[Data excerpts Boundary: Start]

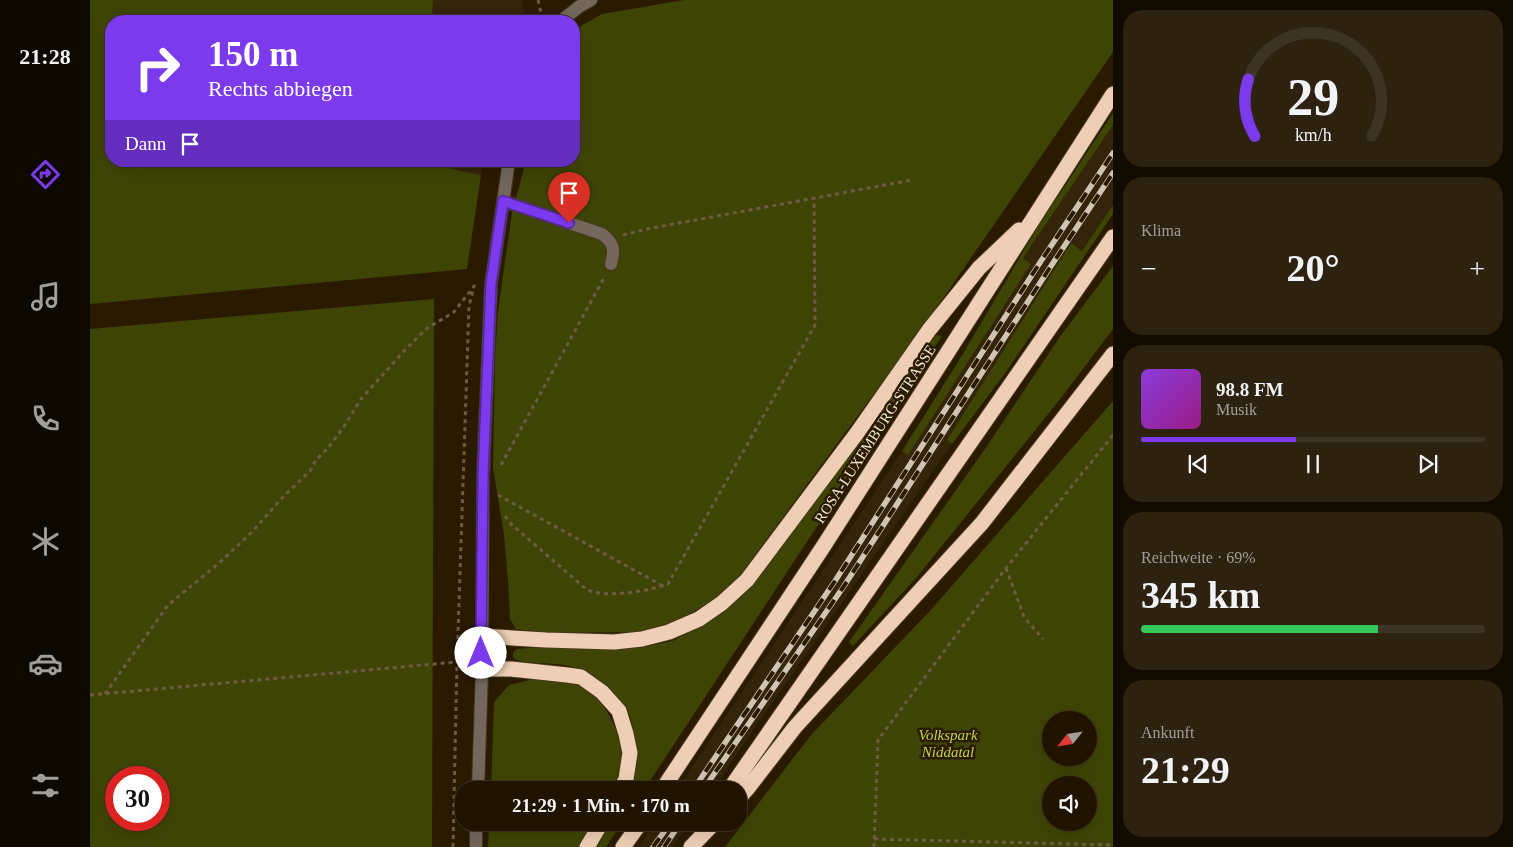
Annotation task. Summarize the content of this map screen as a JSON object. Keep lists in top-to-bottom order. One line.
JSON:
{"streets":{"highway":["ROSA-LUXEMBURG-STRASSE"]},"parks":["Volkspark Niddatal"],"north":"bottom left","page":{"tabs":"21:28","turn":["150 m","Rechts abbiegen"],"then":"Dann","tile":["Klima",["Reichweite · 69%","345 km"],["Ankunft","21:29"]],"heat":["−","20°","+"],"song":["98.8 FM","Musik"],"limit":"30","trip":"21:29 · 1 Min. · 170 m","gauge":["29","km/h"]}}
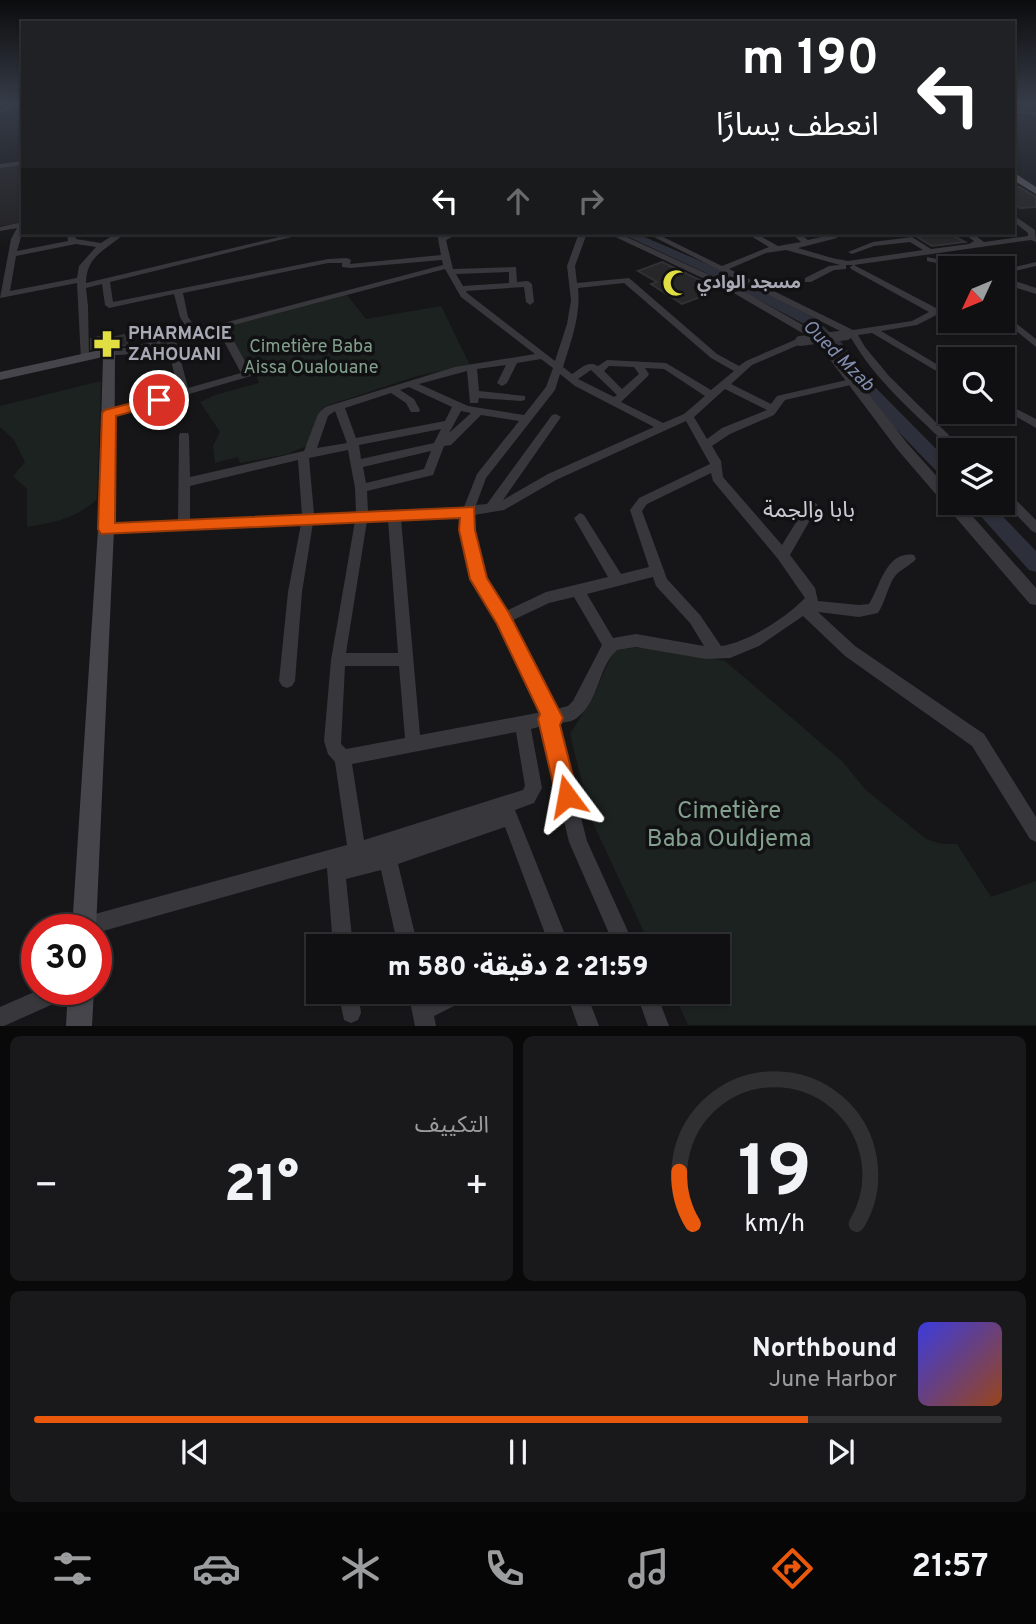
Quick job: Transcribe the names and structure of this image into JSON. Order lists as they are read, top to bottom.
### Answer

[Data excerpts Boundary: End]

# To do
Repeat the records above exactly. No pictures go into the repeat.

# Exercise output
Annotation task. Summarize the content of this map screen as a JSON object. Keep lists in top-to-bottom order. One line.
JSON:
{"streets":{"highway":["ROSA-LUXEMBURG-STRASSE"]},"parks":["Volkspark Niddatal"],"north":"bottom left","page":{"tabs":"21:28","turn":["150 m","Rechts abbiegen"],"then":"Dann","tile":["Klima",["Reichweite · 69%","345 km"],["Ankunft","21:29"]],"heat":["−","20°","+"],"song":["98.8 FM","Musik"],"limit":"30","trip":"21:29 · 1 Min. · 170 m","gauge":["29","km/h"]}}
Quick job: Transcribe the names and structure of this image into JSON. Order lists as they are read, top to bottom.
### Answer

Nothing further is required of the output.